O texto na antiguidade greco-romana e até posterior ao século VII formava uma linha contínua de letras – scriptura continua -, sem qualquer separação em palavras ou frases; o método para destrinçar essa corrente textual e descortinar – não necessariamente o seu significado, mas a sua estrutura – era a voz. Todavia, se por um lado a leitura clarificava formalmente a linha infinita de signos, por outro era  hermeneuticamente cega – e cada um de nós o pode comprovar: lendo um texto em voz alta, chega um momento em que temos de parar, rebobinar e pensar, mas em não cessando a leitura, torna-se mecânica, oca, apenas um corpo a falar.

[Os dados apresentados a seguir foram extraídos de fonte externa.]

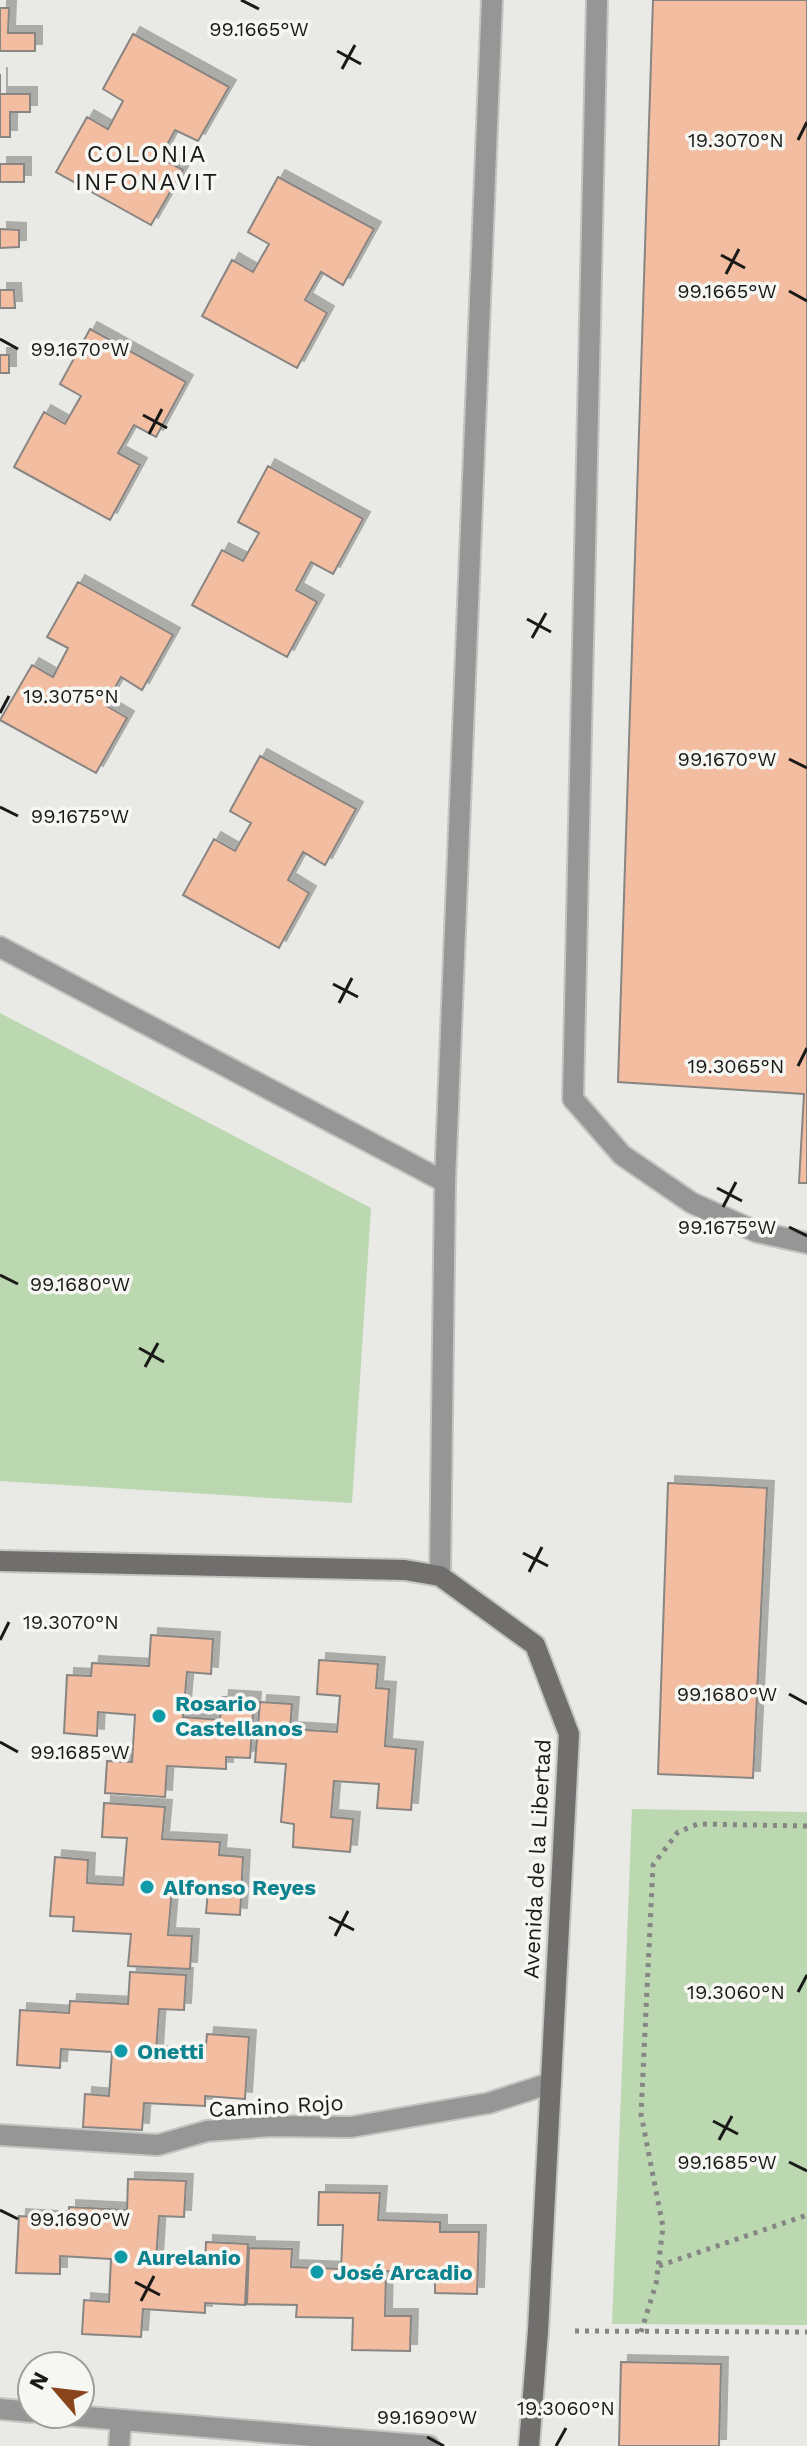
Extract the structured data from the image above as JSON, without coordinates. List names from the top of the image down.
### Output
{
  "streets": {
    "street": ["Avenida de la Libertad", "Camino Rojo"]
  },
  "crossings": [
    ["Avenida de la Libertad", "Camino Rojo"]
  ],
  "districts": ["COLONIA INFONAVIT"],
  "places": [
    "Rosario Castellanos",
    "Alfonso Reyes",
    "Onetti",
    "Aurelanio",
    "José Arcadio"
  ],
  "north": "top left",
  "coordinates": [
    "99.1665°W",
    "19.3070°N",
    "99.1670°W",
    "19.3075°N",
    "99.1675°W",
    "19.3065°N",
    "99.1680°W",
    "99.1685°W",
    "19.3060°N",
    "99.1690°W"
  ]
}
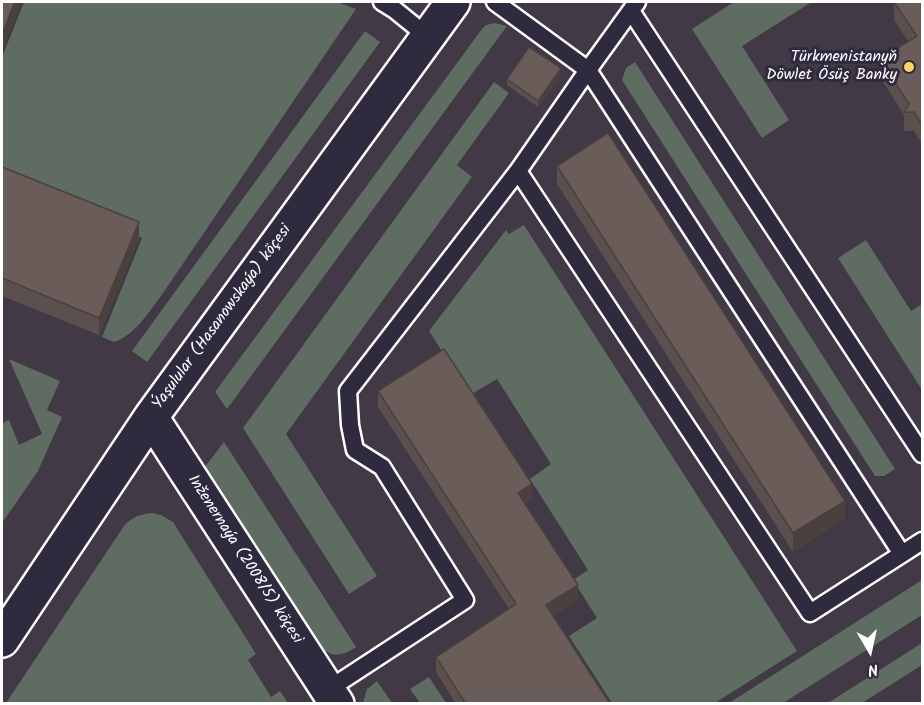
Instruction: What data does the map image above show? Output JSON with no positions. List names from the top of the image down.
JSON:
{
  "streets": {
    "street": ["Ýaşulular (Hasanowskaýa) köçesi", "Inženernaýa (2008/5) köçesi"]
  },
  "crossings": [
    ["Ýaşulular (Hasanowskaýa) köçesi", "Inženernaýa (2008/5) köçesi"]
  ],
  "places": ["Türkmenistanyň Döwlet Ösüş Banky"],
  "north": "bottom"
}
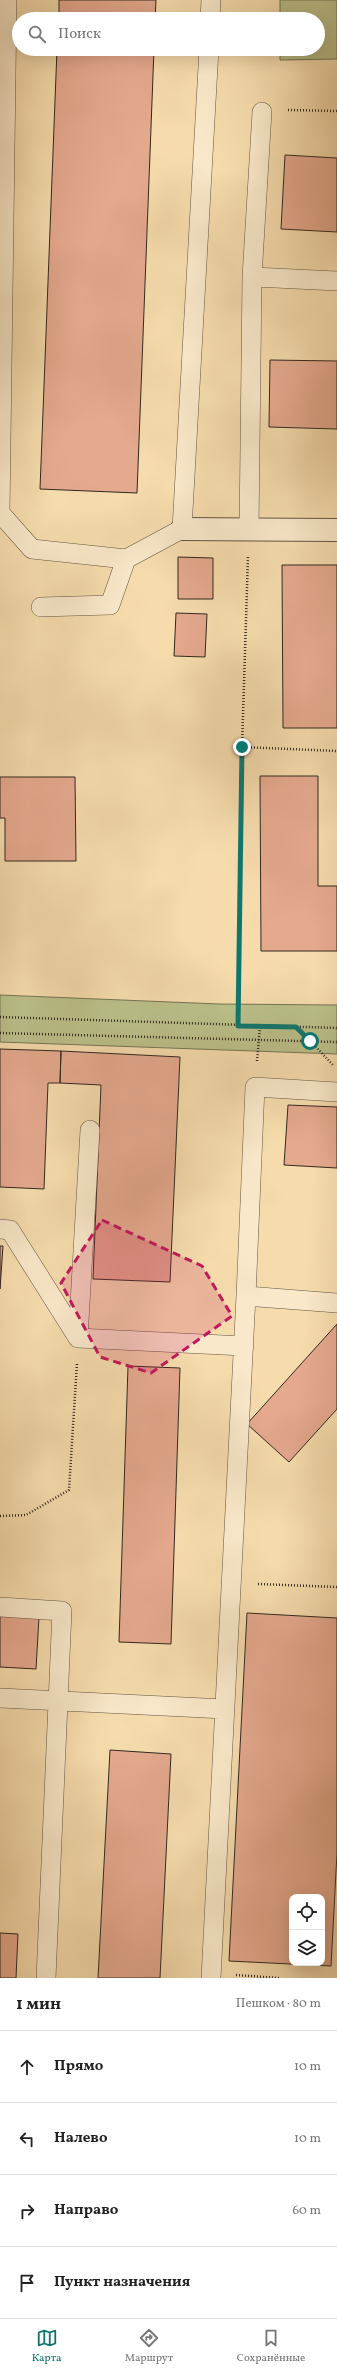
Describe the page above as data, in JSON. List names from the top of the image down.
{
  "page": {
    "search": "Поиск",
    "heading": ["1 мин", "Пешком · 80 m"],
    "list": [
      ["Прямо", "10 m"],
      ["Налево", "10 m"],
      ["Направо", "60 m"],
      "Пункт назначения"
    ],
    "nav": ["Карта", "Маршрут", "Сохранённые"]
  }
}
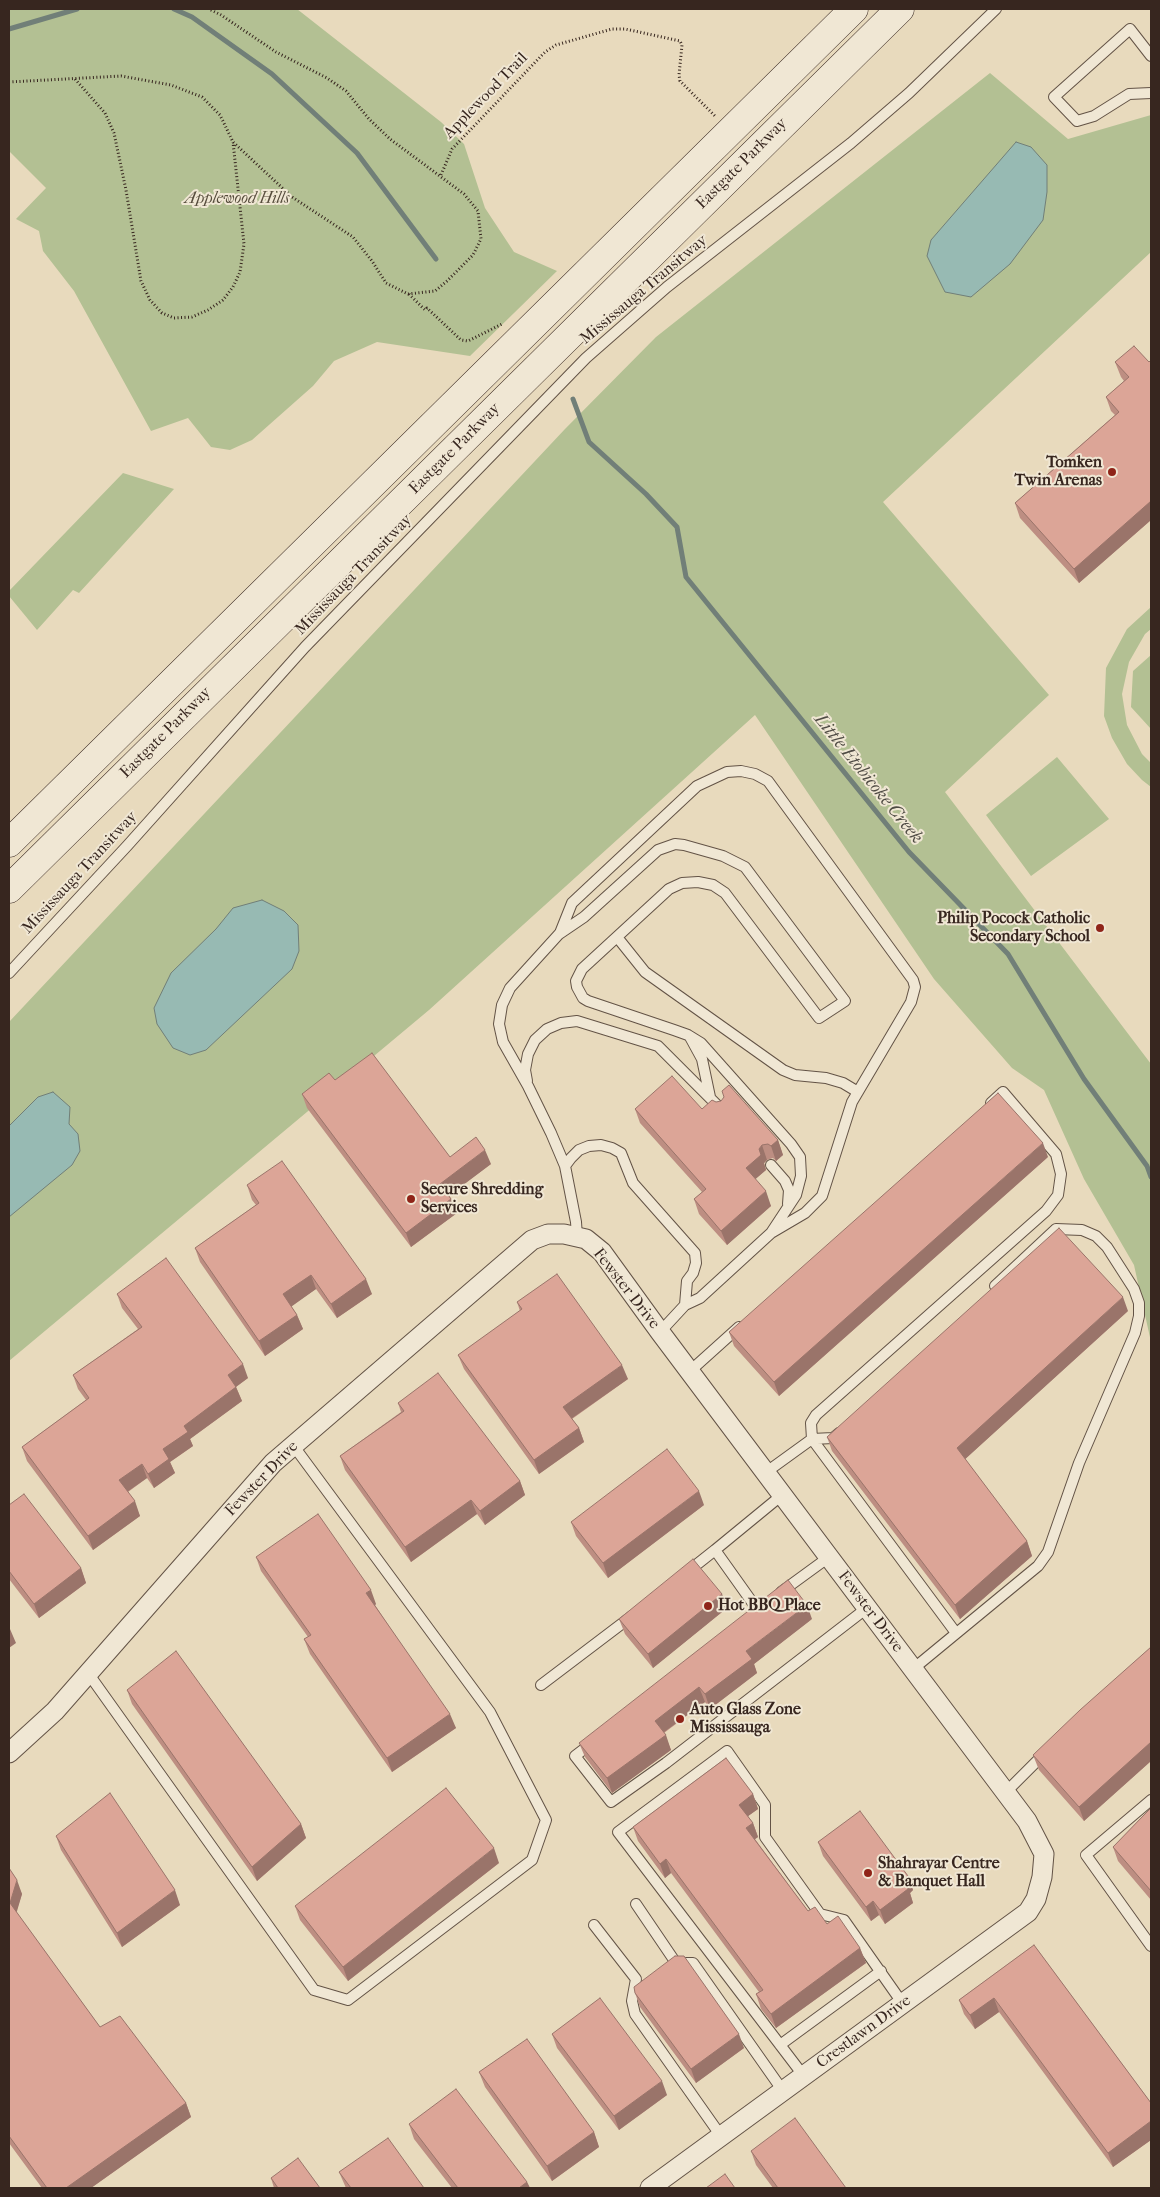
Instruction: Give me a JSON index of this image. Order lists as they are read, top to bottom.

A voz cava cava, coeva na escrita e na leitura, alimentando raias de não-correspondência entre um olho raiado e o texto arado. O ofício do texto medieval é, in extremis, a cerimónia de um texto ausente que os obreiros se esforçam por recuperar, transformar, perpetuar. A poesia sonora leva tal acto ao extremo: in extremis, do texto ausente remanesce a espuma de significado enrolado nas ondas sonoras. In extremis, a própria voz estará ausente.

Assoma a equidistância entre gota de tinta, voz e o seu eco (eco, cf. análise de DOLAR: 2006: 49). Superfícies partilhadas – em cicatriz – de processos (in)distintos aglutinados na memória. Na verdade, não parece ser nem lugar da escrita nem da leitura; desses dois cais – um cais terreno à beira lago, e outro cais aéreo, brumoso – nenhum parece mais seguro que saliva ou hálito. Esse lugar é o da voz, como muitos escrevem; mas a justaposição ou relação intrínseca da voz com a escrita não se esgota num signo. Se, na poesia sonora, voz não é necessariamente signo, torna-se paradoxal que a aproximação da voz à escrita seja o seu distanciamento da escrita.

Ser-nos-á difícil imaginar, mas, a avaliar pelos medievalistas, até aí, as duas atividades trilhavam meios distintos: havia o copista que copiava, e o leitor que lia. Um dado a ter em conta é que na época pululava a mão de obra letrada barata ou escrava (embora tal facto, à luz das condições atuais, cause cada vez menos estranheza); para além disso, a quantidade dos textos veiculados seria ainda proporcionalmente reduzida.

Outra ideia a desfazer é o mito do silêncio: as salas onde manejavam os manuscritos seriam provavelmente locais algo barulhentos ou, pelo menos, em murmúrio ad aeternum, numa ladainha constante, pois a voz era essencial à perceção semântica da escrita. O facto é que os nossos predecessores não podiam de outra maneira. Tudo era oral(mente) mnemónico.

P_V

Aquela imagem do escriba ou copista a transcrever concentrada e silenciosamente um manuscrito foi-se cristalizando nas pinturas do século treze e catorze, apesar de a oralidade acompanhar ainda e sempre todos os processos quotidianos. O silêncio da leitura embrenhada – quase em hipnose (hypnos) (cf. KITTLER: 1990) – é algo relativamente recente.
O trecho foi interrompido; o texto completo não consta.